The Tech of 2003

Even though it is the 11th of January, I figured I’d post my thoughts on the state of technology in 2003. In a nutshell, 2003 was a very disappointing year. Nothing revolutionary (or for that matter evolutionary) happened. PCs got faster with better graphics and more memory, but the applications that take advantage of this power never materialized. Statistical analysis and number crunching have benefited because raw proccessing power is the key to such apps. There are plenty holy grail applications that have failed for years because of the lack of speed. Voice recognition, facial recognition, and natural language text translation could become a reality now if somebody would try to code them again in earnest.
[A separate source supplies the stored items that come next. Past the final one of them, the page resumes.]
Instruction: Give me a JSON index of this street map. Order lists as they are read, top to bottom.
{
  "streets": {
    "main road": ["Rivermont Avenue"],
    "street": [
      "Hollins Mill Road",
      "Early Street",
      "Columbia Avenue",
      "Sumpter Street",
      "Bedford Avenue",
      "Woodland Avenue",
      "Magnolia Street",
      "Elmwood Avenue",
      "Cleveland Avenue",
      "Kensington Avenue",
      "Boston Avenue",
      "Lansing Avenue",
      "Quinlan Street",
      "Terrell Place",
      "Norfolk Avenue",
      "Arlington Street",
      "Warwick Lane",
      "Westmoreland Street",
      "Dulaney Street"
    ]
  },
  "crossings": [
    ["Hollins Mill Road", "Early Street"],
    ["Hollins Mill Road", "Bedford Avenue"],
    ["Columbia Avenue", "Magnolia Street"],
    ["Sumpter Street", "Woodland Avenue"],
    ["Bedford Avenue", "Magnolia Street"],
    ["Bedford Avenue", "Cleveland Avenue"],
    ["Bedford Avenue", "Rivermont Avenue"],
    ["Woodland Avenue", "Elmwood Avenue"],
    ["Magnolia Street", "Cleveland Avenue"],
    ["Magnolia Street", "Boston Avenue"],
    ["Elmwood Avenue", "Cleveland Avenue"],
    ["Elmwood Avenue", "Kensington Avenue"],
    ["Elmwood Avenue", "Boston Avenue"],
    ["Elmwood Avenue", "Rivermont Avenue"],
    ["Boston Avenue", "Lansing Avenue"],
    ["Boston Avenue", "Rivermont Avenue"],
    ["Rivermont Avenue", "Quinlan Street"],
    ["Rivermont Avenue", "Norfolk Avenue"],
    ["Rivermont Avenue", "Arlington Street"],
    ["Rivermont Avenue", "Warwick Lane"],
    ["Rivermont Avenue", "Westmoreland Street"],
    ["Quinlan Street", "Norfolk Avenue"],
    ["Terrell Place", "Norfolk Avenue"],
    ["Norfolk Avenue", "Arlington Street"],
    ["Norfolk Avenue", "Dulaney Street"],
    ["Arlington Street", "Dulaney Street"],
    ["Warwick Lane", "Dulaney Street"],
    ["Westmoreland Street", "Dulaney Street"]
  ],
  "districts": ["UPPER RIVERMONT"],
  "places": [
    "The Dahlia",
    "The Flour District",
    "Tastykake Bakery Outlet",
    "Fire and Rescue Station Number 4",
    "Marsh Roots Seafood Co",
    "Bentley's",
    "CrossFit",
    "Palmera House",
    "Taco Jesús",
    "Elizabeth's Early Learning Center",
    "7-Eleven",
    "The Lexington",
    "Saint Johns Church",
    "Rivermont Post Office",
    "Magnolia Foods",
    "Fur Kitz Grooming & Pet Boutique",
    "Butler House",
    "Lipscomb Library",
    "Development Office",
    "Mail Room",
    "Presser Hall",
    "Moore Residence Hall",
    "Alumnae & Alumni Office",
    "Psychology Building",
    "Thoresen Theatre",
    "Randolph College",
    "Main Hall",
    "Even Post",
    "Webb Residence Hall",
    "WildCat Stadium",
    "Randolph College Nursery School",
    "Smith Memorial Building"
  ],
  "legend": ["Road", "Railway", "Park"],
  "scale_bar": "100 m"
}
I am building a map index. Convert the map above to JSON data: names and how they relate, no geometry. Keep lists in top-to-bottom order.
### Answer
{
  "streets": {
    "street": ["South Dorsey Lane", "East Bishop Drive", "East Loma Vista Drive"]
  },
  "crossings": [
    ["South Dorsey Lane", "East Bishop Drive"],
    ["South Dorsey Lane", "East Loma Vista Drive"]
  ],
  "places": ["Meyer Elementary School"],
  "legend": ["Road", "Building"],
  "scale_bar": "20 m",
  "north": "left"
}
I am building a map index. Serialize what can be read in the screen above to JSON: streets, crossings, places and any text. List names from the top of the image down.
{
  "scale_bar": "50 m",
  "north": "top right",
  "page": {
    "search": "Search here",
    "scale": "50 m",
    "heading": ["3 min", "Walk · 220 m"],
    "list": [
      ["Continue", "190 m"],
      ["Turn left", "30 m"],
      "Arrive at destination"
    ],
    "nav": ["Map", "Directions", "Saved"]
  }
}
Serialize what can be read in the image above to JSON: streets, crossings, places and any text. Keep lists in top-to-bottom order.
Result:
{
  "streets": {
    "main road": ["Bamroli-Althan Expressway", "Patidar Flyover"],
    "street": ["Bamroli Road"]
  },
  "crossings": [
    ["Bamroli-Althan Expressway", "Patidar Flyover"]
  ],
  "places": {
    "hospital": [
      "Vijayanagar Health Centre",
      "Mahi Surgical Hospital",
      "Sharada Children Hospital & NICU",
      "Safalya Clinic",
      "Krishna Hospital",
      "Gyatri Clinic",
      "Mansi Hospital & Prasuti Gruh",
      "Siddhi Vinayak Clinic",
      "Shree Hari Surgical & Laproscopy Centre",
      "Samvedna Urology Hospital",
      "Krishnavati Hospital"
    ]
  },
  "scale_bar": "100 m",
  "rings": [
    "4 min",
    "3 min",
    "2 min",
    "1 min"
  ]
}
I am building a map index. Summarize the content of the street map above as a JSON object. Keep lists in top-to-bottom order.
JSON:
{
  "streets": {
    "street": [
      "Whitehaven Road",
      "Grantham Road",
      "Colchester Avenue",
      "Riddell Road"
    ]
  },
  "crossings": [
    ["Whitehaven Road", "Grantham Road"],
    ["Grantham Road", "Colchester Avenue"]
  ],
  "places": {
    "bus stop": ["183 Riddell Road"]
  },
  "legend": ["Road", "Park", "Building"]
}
Consumer electronics saw some really neat trends with the most important being digital music. Portable digital players got smaller and cheaper with higher capacities. The Apple iPod is the coolest even though it is more expensive than all the others. Napster, iTunes, and MusicMatch have all made buying digital music easy and legal. I think the music industry should have embraced the downloading of music years ago because they are making money hand over fist with it. It’s so much cheaper for them than trying to sale CDs retail style, especially now that they’ve finished digitizing the existing catalog. Aside from digital music, large format High Definition televisions got cheaper. Sadly, HDTV content didn’t get much of a boost despite government mandates that all stations must broadcast HDTV signals by 2006. Let’s just pray that 2004 is more interesting.